## [Action item]
The task calls for the count of lines containing "fabs" in these records, given as a number with no other words.

(Stored data)
######

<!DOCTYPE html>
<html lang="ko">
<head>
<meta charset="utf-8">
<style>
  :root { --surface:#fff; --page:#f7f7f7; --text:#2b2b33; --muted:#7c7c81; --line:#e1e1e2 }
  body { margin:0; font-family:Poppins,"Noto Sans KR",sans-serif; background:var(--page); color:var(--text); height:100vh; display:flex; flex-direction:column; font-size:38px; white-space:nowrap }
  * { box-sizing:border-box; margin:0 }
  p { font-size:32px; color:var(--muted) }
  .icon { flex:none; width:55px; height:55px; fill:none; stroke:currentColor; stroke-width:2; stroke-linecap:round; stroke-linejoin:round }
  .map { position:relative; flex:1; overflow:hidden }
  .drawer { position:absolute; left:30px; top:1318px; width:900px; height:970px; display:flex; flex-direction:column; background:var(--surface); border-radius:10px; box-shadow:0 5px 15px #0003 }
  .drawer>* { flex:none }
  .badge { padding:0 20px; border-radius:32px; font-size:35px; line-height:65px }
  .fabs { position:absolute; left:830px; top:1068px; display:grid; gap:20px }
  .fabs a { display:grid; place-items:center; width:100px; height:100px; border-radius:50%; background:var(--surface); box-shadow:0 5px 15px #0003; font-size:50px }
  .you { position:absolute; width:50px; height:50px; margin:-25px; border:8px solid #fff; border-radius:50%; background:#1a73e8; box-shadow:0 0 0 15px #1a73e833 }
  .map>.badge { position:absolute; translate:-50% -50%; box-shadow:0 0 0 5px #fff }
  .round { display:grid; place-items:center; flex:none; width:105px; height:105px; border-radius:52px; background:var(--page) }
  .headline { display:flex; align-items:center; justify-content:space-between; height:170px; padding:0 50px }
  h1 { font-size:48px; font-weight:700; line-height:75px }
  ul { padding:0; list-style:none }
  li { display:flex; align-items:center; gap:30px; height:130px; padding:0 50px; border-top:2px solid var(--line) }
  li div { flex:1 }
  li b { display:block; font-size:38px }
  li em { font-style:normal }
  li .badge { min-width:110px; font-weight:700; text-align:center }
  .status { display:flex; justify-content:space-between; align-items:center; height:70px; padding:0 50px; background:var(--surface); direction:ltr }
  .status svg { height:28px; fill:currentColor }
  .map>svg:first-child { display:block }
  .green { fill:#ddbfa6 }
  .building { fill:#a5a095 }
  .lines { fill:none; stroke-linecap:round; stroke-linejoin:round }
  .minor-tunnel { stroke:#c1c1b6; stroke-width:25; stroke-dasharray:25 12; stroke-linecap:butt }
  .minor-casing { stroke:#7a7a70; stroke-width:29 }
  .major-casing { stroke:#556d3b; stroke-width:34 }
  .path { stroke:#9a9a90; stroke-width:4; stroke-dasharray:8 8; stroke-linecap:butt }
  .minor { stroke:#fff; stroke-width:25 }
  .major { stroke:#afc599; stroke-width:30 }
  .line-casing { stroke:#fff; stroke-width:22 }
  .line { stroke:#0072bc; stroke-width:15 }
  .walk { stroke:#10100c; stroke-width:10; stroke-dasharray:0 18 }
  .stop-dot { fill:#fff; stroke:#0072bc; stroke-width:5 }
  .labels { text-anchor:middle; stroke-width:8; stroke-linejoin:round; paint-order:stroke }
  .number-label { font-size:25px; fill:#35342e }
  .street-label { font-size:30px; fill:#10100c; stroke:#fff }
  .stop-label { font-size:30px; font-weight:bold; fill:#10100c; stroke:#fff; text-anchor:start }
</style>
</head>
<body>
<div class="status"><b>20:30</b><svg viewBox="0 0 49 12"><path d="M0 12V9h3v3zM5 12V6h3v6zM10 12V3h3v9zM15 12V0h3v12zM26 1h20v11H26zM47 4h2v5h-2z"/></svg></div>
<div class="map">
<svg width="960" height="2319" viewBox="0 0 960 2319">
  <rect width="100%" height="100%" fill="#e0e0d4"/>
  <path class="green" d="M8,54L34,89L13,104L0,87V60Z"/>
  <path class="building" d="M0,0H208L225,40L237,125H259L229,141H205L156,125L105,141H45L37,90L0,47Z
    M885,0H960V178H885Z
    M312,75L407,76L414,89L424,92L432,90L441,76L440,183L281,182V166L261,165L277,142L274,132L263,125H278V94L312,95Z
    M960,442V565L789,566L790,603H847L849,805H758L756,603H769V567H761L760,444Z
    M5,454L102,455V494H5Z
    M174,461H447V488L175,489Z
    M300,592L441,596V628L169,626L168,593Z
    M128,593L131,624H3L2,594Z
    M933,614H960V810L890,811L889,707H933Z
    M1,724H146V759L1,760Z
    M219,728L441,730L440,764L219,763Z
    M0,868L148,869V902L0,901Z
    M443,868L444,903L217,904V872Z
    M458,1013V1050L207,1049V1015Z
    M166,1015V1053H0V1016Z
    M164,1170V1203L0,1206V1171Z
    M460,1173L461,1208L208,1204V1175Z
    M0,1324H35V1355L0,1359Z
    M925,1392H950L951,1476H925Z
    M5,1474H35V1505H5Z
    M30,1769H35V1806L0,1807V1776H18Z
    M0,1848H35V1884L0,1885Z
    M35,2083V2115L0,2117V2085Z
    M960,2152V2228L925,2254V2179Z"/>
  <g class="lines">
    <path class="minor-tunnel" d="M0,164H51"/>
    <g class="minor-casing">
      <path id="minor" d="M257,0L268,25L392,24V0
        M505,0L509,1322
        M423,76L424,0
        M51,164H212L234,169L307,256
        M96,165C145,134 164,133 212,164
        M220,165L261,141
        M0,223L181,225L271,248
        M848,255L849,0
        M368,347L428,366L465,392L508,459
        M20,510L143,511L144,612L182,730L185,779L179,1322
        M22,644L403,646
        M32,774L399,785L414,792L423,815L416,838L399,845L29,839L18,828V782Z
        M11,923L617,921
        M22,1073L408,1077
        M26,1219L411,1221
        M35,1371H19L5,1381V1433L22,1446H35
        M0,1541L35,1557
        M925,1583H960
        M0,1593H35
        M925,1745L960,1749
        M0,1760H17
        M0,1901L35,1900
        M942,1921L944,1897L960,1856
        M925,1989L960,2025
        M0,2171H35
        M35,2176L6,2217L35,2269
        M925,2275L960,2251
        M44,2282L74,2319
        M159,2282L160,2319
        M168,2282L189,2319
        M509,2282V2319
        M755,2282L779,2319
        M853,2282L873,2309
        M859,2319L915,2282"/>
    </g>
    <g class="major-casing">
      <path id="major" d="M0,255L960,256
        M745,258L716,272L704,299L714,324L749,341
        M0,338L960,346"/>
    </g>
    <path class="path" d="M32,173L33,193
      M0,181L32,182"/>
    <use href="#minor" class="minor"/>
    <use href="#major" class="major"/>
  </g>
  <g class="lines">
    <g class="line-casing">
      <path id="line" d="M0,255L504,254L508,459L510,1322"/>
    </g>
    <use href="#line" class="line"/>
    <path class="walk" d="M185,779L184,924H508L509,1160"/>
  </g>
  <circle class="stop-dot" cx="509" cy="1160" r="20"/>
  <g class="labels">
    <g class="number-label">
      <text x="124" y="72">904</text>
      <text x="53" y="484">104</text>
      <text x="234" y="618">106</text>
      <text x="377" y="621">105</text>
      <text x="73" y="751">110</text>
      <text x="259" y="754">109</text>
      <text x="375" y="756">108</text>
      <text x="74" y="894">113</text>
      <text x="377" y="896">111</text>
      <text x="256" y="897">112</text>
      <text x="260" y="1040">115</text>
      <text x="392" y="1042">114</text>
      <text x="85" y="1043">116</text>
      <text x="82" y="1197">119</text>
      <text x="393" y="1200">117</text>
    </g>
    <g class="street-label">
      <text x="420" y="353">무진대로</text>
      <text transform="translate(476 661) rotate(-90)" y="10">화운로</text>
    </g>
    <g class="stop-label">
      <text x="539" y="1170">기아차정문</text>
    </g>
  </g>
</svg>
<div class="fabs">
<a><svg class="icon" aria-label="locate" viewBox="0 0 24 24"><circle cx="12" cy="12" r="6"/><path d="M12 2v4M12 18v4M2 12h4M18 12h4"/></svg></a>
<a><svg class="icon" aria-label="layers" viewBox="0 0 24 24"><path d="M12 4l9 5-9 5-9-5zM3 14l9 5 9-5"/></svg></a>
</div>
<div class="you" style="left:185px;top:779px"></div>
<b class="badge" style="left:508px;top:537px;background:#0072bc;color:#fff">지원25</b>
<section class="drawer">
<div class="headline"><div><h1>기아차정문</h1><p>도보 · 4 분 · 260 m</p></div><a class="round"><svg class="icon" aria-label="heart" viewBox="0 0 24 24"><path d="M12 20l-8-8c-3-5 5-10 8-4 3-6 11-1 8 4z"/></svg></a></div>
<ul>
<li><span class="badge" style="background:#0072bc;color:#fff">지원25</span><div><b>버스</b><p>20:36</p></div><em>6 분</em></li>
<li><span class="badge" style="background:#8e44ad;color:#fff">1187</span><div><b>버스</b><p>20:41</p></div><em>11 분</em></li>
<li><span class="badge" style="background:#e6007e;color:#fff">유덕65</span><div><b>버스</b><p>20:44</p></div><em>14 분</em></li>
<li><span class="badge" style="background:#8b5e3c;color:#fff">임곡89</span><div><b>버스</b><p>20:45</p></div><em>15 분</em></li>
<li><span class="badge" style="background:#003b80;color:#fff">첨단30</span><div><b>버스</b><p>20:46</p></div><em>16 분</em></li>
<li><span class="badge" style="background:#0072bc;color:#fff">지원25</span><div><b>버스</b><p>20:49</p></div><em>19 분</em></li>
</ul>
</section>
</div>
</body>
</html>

######

## [Completed task]
3